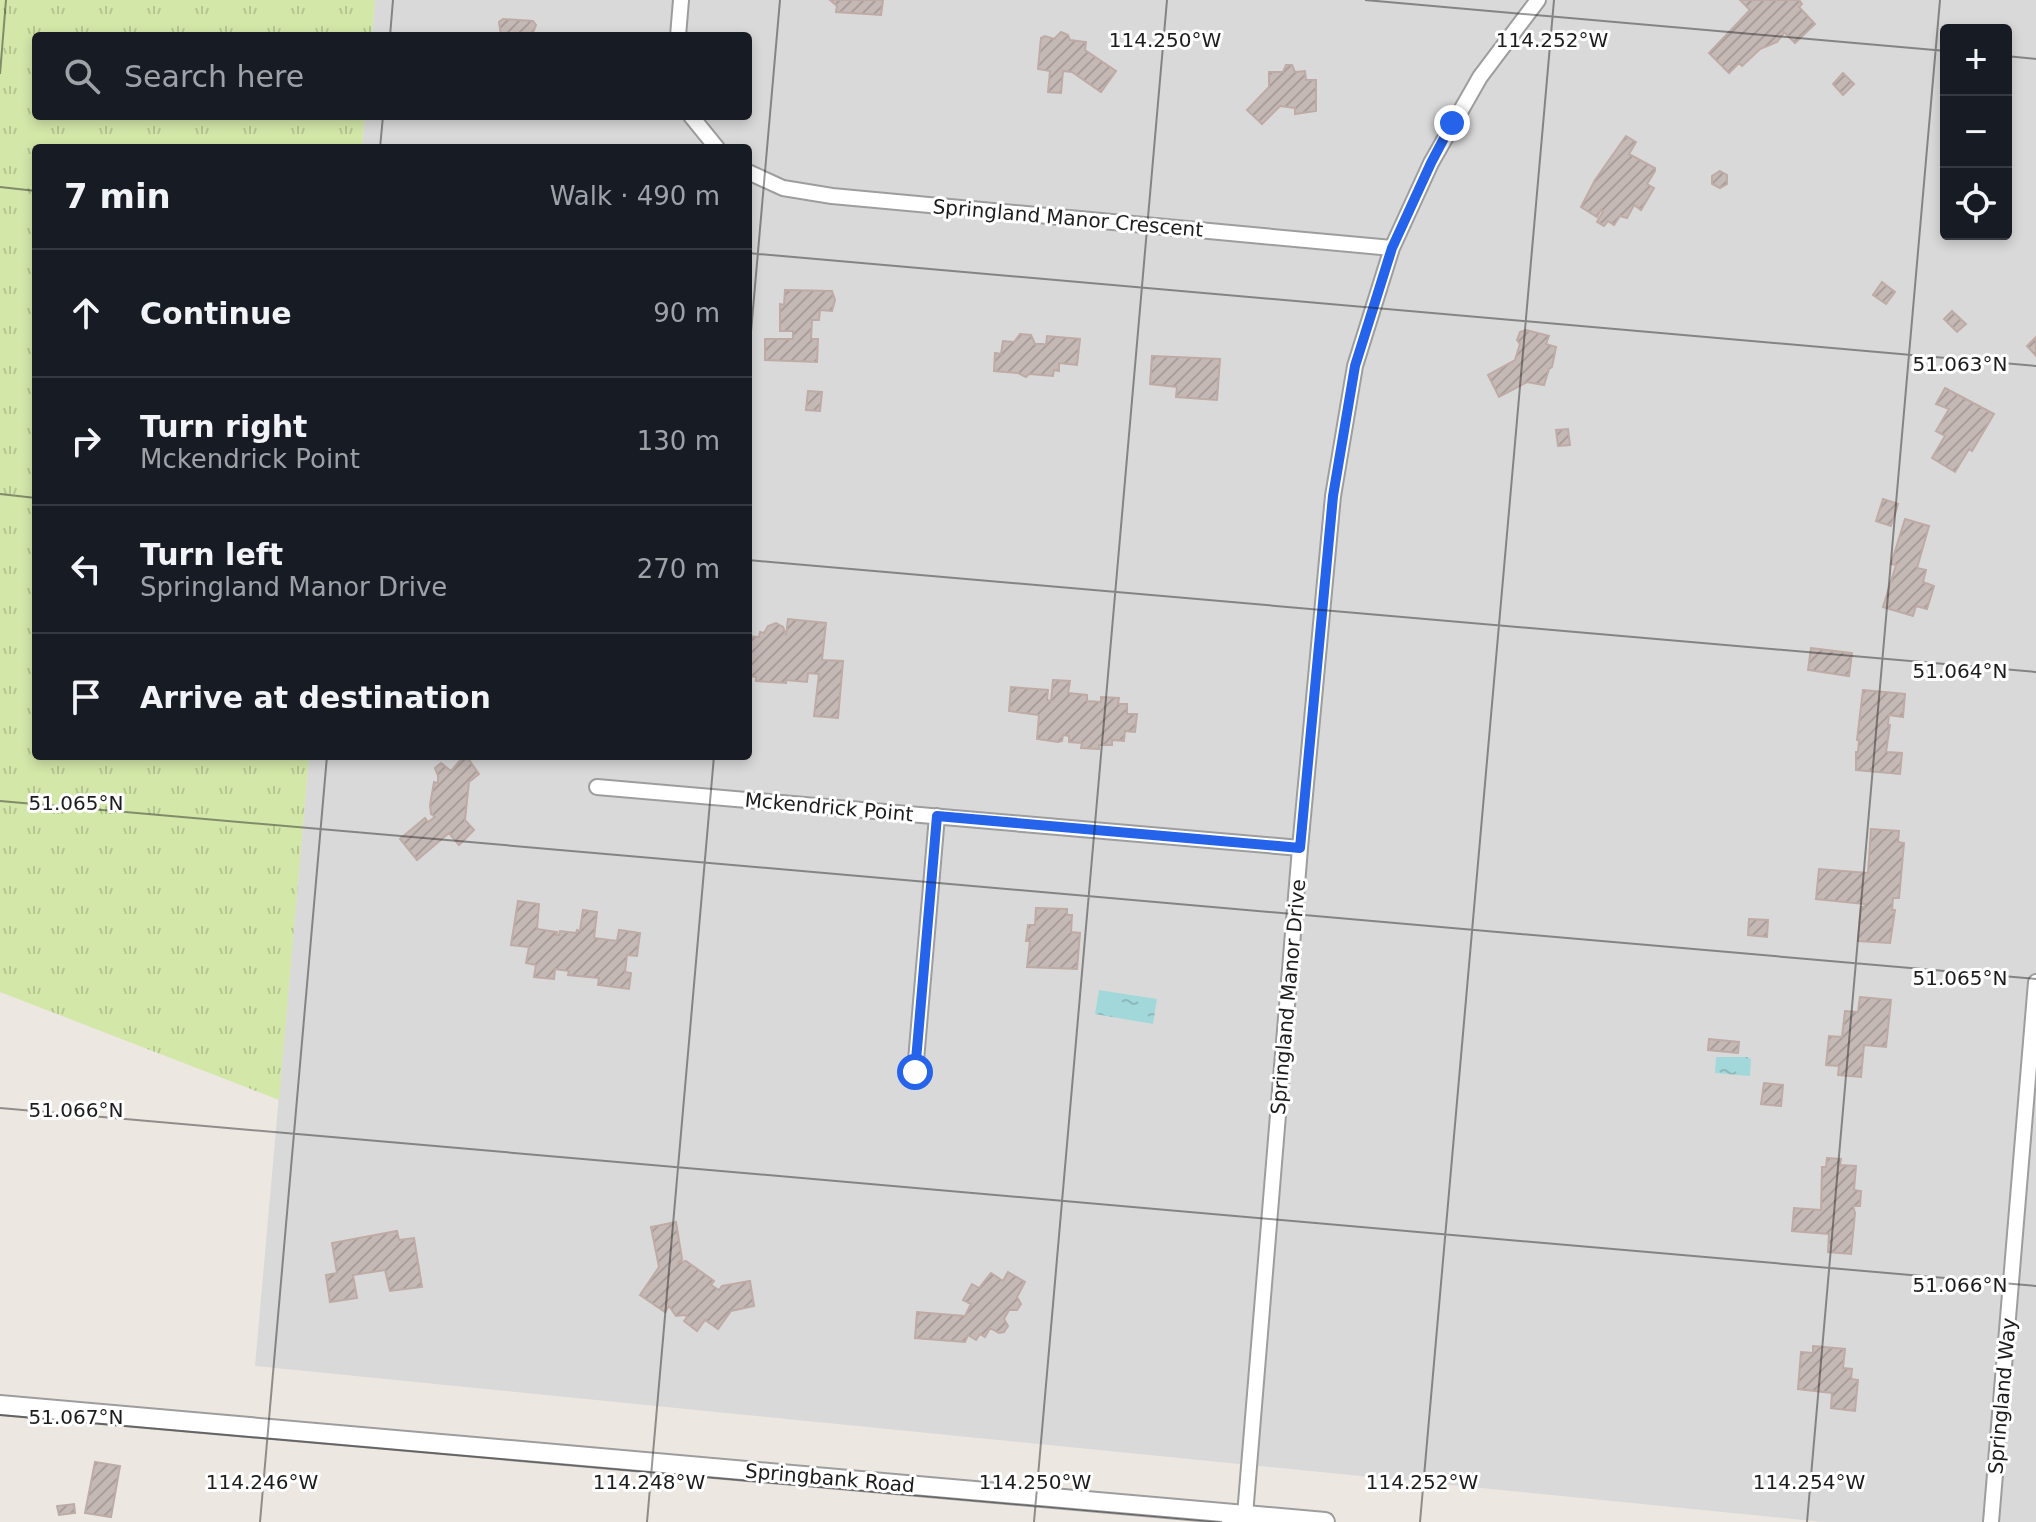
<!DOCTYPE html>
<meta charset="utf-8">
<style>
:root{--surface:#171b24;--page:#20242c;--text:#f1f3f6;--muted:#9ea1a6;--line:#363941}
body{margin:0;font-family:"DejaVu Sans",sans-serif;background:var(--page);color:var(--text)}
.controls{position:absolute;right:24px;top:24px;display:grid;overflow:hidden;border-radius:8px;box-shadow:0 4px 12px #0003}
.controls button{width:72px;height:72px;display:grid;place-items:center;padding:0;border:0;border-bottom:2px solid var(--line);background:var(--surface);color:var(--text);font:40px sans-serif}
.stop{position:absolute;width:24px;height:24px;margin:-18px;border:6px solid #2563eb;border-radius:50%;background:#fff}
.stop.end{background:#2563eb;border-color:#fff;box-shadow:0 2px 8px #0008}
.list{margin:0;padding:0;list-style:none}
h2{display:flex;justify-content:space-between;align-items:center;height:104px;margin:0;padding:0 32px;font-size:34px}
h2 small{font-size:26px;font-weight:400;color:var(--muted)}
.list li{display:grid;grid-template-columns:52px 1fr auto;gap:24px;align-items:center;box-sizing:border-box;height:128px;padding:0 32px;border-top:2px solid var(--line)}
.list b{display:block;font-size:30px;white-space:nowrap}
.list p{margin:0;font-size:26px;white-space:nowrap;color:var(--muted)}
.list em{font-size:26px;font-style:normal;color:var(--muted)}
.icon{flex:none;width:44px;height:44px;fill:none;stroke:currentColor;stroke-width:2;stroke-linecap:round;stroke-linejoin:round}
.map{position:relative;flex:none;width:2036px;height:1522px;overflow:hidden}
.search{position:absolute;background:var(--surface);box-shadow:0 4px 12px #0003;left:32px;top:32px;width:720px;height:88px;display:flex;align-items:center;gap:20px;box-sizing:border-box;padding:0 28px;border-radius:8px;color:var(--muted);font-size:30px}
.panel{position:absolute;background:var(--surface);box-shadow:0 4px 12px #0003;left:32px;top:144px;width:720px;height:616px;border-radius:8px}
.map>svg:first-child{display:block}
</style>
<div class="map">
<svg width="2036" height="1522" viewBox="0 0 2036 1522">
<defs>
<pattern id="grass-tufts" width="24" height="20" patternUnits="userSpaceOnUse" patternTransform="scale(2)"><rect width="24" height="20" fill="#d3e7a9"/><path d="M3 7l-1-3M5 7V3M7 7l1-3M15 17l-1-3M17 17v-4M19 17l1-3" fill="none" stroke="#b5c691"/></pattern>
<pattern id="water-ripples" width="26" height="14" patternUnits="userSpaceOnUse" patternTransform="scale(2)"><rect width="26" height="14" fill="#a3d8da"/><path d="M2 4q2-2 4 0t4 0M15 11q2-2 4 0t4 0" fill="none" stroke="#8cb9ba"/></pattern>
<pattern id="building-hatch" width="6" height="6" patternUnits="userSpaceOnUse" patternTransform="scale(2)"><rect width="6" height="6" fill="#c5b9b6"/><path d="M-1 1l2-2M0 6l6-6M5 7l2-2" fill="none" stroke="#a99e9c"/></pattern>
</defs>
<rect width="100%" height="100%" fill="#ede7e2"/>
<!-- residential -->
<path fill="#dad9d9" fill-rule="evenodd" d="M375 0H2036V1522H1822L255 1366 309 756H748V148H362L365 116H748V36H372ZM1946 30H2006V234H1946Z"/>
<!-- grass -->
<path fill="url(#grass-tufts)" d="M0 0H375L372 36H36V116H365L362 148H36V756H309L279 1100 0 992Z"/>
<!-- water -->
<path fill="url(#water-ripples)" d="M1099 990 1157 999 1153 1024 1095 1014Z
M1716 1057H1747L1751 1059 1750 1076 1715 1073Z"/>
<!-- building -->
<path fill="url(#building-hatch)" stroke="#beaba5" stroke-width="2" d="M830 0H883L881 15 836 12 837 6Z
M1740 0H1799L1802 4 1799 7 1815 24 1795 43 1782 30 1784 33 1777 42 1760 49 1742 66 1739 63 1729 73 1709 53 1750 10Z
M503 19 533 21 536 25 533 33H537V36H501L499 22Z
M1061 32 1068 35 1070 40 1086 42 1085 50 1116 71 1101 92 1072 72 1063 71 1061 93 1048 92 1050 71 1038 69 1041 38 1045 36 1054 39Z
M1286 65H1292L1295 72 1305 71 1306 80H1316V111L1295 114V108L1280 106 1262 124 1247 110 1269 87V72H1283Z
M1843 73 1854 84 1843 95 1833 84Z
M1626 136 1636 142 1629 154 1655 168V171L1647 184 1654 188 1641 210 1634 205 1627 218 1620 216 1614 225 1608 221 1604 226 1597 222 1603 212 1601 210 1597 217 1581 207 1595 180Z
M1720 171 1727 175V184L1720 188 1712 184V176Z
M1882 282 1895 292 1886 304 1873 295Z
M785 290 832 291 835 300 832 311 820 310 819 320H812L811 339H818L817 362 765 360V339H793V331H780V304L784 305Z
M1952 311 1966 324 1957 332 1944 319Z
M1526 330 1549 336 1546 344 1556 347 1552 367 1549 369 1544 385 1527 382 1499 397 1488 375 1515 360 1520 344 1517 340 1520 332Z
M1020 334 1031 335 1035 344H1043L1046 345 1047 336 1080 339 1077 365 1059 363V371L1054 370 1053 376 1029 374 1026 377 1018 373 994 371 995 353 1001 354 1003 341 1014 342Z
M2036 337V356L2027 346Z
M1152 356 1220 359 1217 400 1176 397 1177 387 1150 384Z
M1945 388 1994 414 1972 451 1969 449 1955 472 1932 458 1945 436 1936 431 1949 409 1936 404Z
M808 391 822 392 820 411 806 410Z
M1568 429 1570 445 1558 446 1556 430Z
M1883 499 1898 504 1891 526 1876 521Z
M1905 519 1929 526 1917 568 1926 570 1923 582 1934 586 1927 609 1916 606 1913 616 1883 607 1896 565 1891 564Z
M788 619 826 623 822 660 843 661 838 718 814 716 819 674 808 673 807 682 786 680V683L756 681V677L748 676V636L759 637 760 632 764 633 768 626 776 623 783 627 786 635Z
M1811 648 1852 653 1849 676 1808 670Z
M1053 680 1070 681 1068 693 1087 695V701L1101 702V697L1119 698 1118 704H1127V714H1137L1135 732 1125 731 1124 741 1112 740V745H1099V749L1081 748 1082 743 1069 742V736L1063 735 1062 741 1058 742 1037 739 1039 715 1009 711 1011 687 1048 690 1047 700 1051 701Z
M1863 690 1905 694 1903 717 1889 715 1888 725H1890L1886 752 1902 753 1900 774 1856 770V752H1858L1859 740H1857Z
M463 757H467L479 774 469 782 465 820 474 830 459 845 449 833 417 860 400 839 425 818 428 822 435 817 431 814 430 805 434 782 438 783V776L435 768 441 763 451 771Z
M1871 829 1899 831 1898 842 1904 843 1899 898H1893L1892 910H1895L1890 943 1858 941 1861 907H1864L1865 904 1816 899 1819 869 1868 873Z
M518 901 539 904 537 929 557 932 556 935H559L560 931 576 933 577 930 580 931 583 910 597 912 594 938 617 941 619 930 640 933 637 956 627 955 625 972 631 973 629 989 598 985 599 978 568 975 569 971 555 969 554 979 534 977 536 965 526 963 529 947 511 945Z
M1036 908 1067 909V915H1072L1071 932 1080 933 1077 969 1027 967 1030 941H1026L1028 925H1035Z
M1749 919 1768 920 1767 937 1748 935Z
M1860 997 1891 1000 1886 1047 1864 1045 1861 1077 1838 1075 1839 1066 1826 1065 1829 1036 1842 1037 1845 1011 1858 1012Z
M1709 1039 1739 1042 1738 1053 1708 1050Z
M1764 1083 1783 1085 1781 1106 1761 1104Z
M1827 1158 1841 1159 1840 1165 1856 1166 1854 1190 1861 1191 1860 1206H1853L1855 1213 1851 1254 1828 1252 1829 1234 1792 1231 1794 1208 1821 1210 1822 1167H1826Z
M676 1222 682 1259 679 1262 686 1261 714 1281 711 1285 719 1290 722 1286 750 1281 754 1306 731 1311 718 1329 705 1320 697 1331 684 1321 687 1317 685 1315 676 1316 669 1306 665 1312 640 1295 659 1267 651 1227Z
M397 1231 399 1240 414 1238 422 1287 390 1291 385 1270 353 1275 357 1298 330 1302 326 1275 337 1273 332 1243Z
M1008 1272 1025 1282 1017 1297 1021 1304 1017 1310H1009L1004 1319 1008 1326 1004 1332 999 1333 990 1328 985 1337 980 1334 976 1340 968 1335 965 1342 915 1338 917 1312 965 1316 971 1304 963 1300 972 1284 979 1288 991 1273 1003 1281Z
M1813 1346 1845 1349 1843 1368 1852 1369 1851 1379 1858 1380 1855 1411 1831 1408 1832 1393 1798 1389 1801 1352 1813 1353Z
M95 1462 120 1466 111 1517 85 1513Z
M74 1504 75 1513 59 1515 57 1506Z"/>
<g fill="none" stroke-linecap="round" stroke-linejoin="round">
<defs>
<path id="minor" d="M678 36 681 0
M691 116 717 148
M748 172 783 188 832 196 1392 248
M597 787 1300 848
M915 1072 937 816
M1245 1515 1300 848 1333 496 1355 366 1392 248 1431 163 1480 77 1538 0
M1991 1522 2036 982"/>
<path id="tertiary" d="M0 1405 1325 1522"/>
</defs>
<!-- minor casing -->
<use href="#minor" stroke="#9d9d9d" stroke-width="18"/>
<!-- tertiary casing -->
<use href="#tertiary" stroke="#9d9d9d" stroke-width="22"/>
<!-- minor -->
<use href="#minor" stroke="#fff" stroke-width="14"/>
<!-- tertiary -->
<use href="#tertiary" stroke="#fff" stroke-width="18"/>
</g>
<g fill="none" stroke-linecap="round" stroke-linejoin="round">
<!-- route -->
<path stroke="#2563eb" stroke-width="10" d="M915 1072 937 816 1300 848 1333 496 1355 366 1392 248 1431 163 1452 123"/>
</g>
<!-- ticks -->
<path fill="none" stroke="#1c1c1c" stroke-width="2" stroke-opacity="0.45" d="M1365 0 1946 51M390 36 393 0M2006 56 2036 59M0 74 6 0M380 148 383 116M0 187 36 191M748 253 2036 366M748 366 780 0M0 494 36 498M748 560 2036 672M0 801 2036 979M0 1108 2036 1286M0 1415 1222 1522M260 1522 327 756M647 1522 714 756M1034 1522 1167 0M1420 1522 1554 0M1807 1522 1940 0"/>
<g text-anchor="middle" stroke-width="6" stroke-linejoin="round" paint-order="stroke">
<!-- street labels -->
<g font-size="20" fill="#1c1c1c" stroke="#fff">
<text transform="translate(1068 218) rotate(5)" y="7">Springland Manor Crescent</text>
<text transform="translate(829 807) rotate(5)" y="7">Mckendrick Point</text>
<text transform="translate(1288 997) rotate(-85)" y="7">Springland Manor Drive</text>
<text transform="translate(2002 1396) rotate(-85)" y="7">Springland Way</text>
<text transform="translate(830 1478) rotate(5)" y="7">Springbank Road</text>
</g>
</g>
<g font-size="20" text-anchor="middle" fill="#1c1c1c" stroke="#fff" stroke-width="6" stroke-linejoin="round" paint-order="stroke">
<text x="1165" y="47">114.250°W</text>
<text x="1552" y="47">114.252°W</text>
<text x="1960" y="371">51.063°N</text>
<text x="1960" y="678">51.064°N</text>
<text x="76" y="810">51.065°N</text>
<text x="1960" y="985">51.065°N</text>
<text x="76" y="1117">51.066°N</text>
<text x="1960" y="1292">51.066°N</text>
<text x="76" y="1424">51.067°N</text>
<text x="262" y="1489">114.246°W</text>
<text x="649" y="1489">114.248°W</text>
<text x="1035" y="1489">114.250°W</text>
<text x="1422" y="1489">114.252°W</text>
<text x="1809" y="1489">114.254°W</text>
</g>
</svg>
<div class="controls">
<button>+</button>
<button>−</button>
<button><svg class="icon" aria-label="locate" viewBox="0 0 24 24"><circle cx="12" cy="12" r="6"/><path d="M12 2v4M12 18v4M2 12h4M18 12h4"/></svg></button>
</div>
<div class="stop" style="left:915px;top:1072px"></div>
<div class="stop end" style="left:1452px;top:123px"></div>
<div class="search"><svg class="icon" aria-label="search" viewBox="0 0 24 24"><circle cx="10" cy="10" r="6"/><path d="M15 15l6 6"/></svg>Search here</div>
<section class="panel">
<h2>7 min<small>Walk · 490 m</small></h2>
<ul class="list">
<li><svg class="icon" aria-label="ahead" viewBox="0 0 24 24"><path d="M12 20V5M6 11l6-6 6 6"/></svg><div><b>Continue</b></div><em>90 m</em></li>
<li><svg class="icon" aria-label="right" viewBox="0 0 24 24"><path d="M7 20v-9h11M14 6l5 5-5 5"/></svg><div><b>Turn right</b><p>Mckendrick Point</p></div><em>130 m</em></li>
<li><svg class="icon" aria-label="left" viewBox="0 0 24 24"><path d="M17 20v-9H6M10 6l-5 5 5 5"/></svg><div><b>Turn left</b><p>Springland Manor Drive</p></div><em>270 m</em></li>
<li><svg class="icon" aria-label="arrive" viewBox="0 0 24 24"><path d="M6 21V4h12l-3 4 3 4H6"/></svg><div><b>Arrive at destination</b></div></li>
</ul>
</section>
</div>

• • • • • • •

◆ WORK INSTRUCTIONS ◆
From the records above, transcribe without alteration every line from the one with "M1749 919 1768 920 1767 937 1748 935Z" to the one with "<!-- route -->", inclusive.

◆ RESPONSE TO THE EXERCISE ◆
M1749 919 1768 920 1767 937 1748 935Z
M1860 997 1891 1000 1886 1047 1864 1045 1861 1077 1838 1075 1839 1066 1826 1065 1829 1036 1842 1037 1845 1011 1858 1012Z
M1709 1039 1739 1042 1738 1053 1708 1050Z
M1764 1083 1783 1085 1781 1106 1761 1104Z
M1827 1158 1841 1159 1840 1165 1856 1166 1854 1190 1861 1191 1860 1206H1853L1855 1213 1851 1254 1828 1252 1829 1234 1792 1231 1794 1208 1821 1210 1822 1167H1826Z
M676 1222 682 1259 679 1262 686 1261 714 1281 711 1285 719 1290 722 1286 750 1281 754 1306 731 1311 718 1329 705 1320 697 1331 684 1321 687 1317 685 1315 676 1316 669 1306 665 1312 640 1295 659 1267 651 1227Z
M397 1231 399 1240 414 1238 422 1287 390 1291 385 1270 353 1275 357 1298 330 1302 326 1275 337 1273 332 1243Z
M1008 1272 1025 1282 1017 1297 1021 1304 1017 1310H1009L1004 1319 1008 1326 1004 1332 999 1333 990 1328 985 1337 980 1334 976 1340 968 1335 965 1342 915 1338 917 1312 965 1316 971 1304 963 1300 972 1284 979 1288 991 1273 1003 1281Z
M1813 1346 1845 1349 1843 1368 1852 1369 1851 1379 1858 1380 1855 1411 1831 1408 1832 1393 1798 1389 1801 1352 1813 1353Z
M95 1462 120 1466 111 1517 85 1513Z
M74 1504 75 1513 59 1515 57 1506Z"/>
<g fill="none" stroke-linecap="round" stroke-linejoin="round">
<defs>
<path id="minor" d="M678 36 681 0
M691 116 717 148
M748 172 783 188 832 196 1392 248
M597 787 1300 848
M915 1072 937 816
M1245 1515 1300 848 1333 496 1355 366 1392 248 1431 163 1480 77 1538 0
M1991 1522 2036 982"/>
<path id="tertiary" d="M0 1405 1325 1522"/>
</defs>
<!-- minor casing -->
<use href="#minor" stroke="#9d9d9d" stroke-width="18"/>
<!-- tertiary casing -->
<use href="#tertiary" stroke="#9d9d9d" stroke-width="22"/>
<!-- minor -->
<use href="#minor" stroke="#fff" stroke-width="14"/>
<!-- tertiary -->
<use href="#tertiary" stroke="#fff" stroke-width="18"/>
</g>
<g fill="none" stroke-linecap="round" stroke-linejoin="round">
<!-- route -->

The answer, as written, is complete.